Robotic exoskeletons help ordinary workers at Daewoo Shipbuilding and Marine Engineering, at their facility in Okpo-dong, South Korea, in this pilot program.


(Robotic Exoskeleton For Shipyard Worker)

Gilwhoan Chu, the lead engineer for the firm's research and development arm, says the pilot showed that the exoskeleton does help workers perform their tasks. His team is working to improve the prototypes so that they can go into regular use in the shipyard, where robots already run a large portion of a hugely complex assembly system.

The exoskeleton fits anyone between 160 and 185 centimetres tall. Workers do not feel the weight of its 28-kilogram frame of carbon, aluminium alloy and steel, as the suit supports itself and is engineered to follow the wearer's movements. With a 3-hour battery life, the exoskeleton allows users to walk at a normal pace and, in its prototype form, it can lift objects with a mass of up to 30 kilograms.

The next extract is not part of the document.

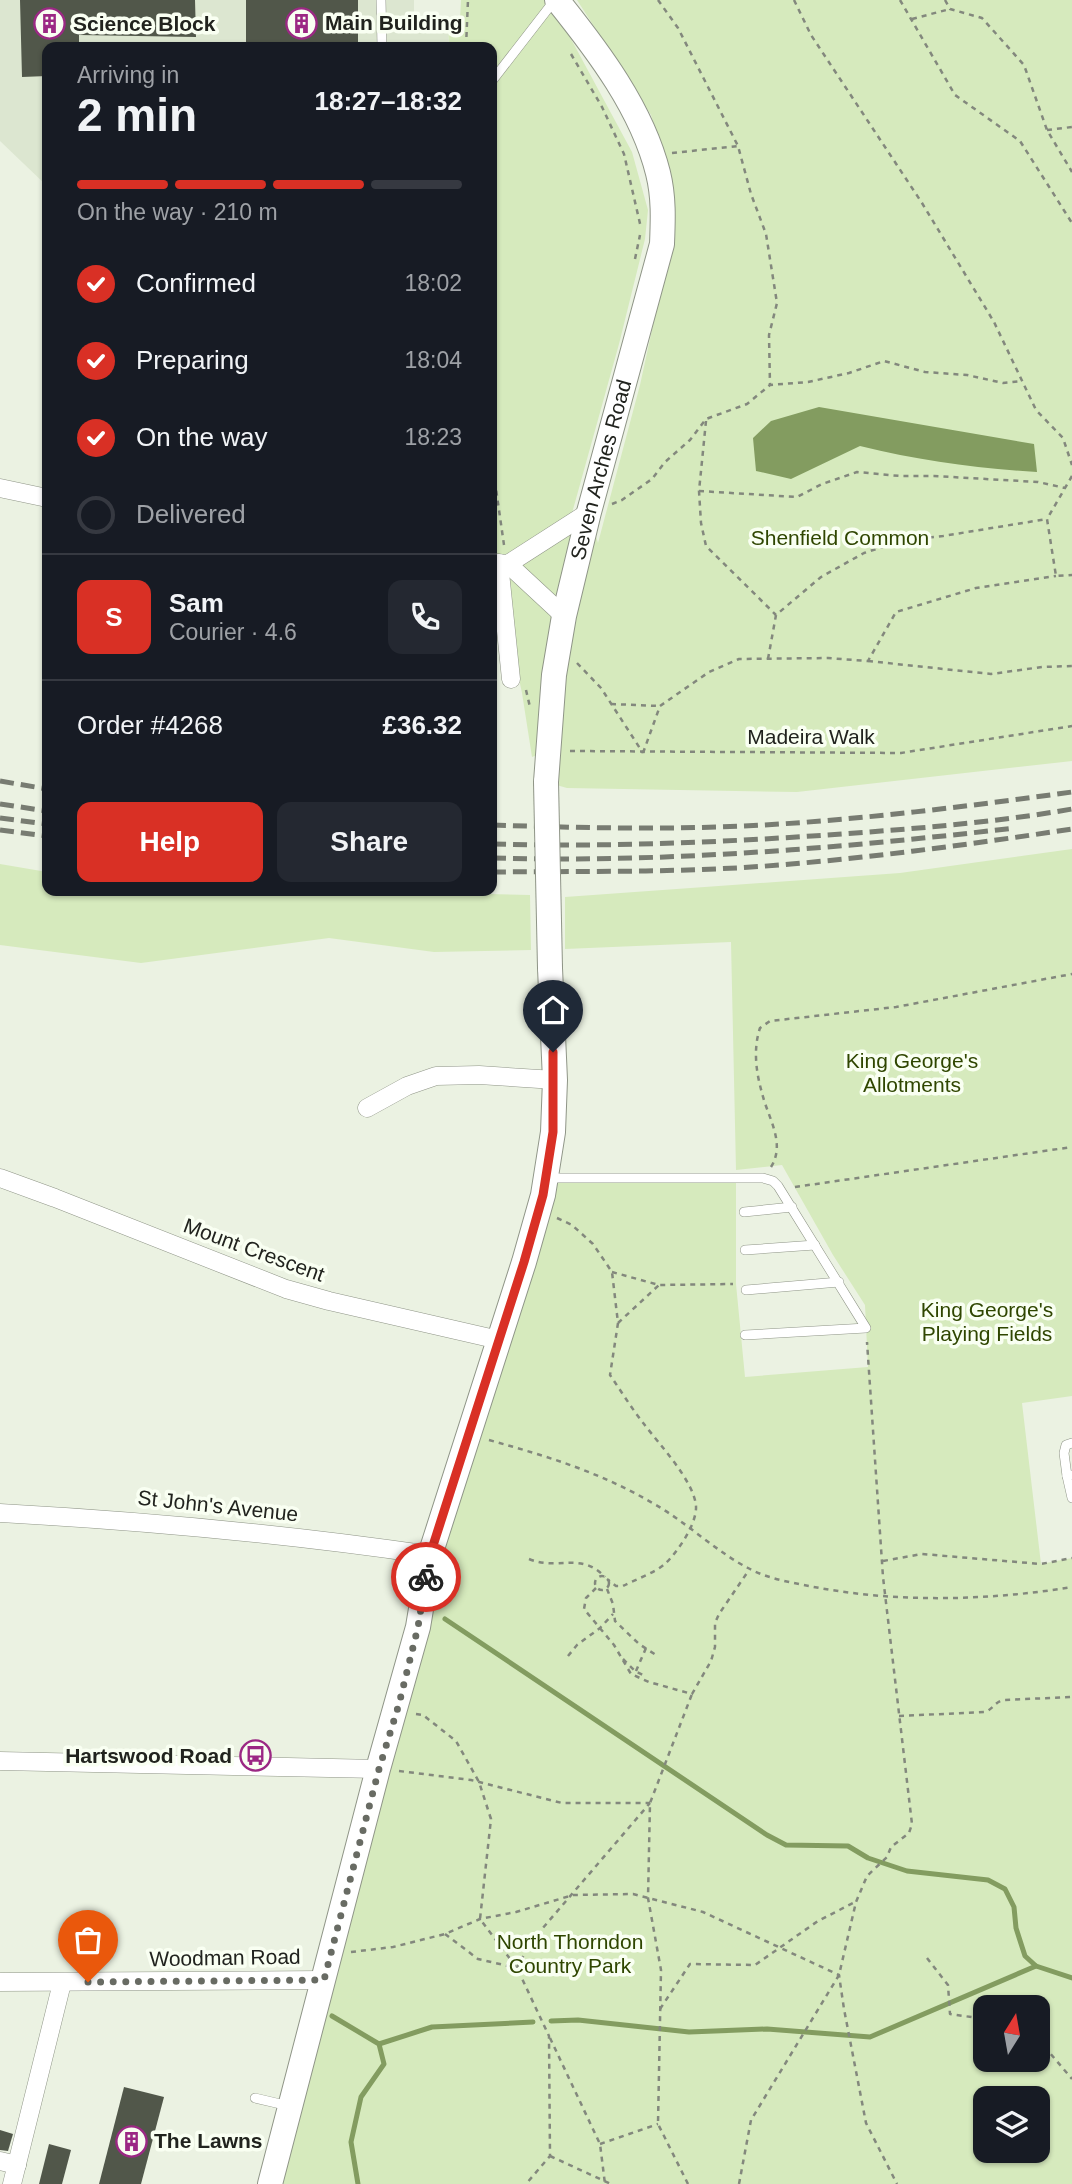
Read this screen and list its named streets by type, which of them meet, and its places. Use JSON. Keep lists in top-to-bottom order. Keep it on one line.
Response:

To don the exoskeleton, workers start by strapping their feet on to foot pads at the base of the robot. Padded straps at the thigh, waist and across the chest connect the user to the suit, allowing the robot to move with their bodies as it bears loads for them. A system of hydraulic joints and electric motors running up the outside of the legs links to a backpack, which powers and controls the rig.

Fans of Golden Age science fiction may remember that In the 1932 classic A Conquest of Two Worlds, Edmond Hamilton wrote about how scientists solved the problem of how to work in the heaviest gravity environment in the solar system, contributing a very early description of the idea of robotic exoskeletons:

The greatest difficulty, Crane saw, was Jupiter's gravitation...

Earth's scientists solved the problem to some extent by devising rigid metallic clothing not unlike armor which would support the interior human structure against Jupiter's pull. Crane's men were also administered compounds devised by the biochemists for the rapid building of bone to strengthen the skeleton structure...
(Read more about Hamilton's Rigid Metallic Clothing)

Via New Scientist.

Scroll down for more stories in the same category. (Story submitted 8/4/2014)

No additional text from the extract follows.